▶ TASK GOAL:
A verbatim copy of the line containing "Task: Extract the" and all lines after it, up to and including the final line of the records, is the only acceptable output.

====== DATA SUPPLIED ======

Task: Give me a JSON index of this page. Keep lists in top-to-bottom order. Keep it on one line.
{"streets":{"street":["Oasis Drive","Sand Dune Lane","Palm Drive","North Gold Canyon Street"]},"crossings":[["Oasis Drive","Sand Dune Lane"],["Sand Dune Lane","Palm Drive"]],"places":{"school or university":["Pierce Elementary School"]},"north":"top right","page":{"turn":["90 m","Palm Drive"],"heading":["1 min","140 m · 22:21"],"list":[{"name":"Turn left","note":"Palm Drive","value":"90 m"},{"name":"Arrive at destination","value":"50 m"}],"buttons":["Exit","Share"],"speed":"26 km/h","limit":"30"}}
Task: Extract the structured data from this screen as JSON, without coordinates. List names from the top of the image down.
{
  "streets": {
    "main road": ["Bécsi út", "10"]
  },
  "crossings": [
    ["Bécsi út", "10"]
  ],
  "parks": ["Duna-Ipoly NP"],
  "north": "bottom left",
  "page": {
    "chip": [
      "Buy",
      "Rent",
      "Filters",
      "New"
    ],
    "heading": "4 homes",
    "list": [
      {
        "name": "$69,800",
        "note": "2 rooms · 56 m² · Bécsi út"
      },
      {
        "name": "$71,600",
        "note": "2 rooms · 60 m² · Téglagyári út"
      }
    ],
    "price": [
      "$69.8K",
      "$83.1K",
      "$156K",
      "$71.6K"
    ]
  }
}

======

▶ REPLY TO THE TASK:
Task: Extract the structured data from this screen as JSON, without coordinates. List names from the top of the image down.
{
  "streets": {
    "main road": ["Bécsi út", "10"]
  },
  "crossings": [
    ["Bécsi út", "10"]
  ],
  "parks": ["Duna-Ipoly NP"],
  "north": "bottom left",
  "page": {
    "chip": [
      "Buy",
      "Rent",
      "Filters",
      "New"
    ],
    "heading": "4 homes",
    "list": [
      {
        "name": "$69,800",
        "note": "2 rooms · 56 m² · Bécsi út"
      },
      {
        "name": "$71,600",
        "note": "2 rooms · 60 m² · Téglagyári út"
      }
    ],
    "price": [
      "$69.8K",
      "$83.1K",
      "$156K",
      "$71.6K"
    ]
  }
}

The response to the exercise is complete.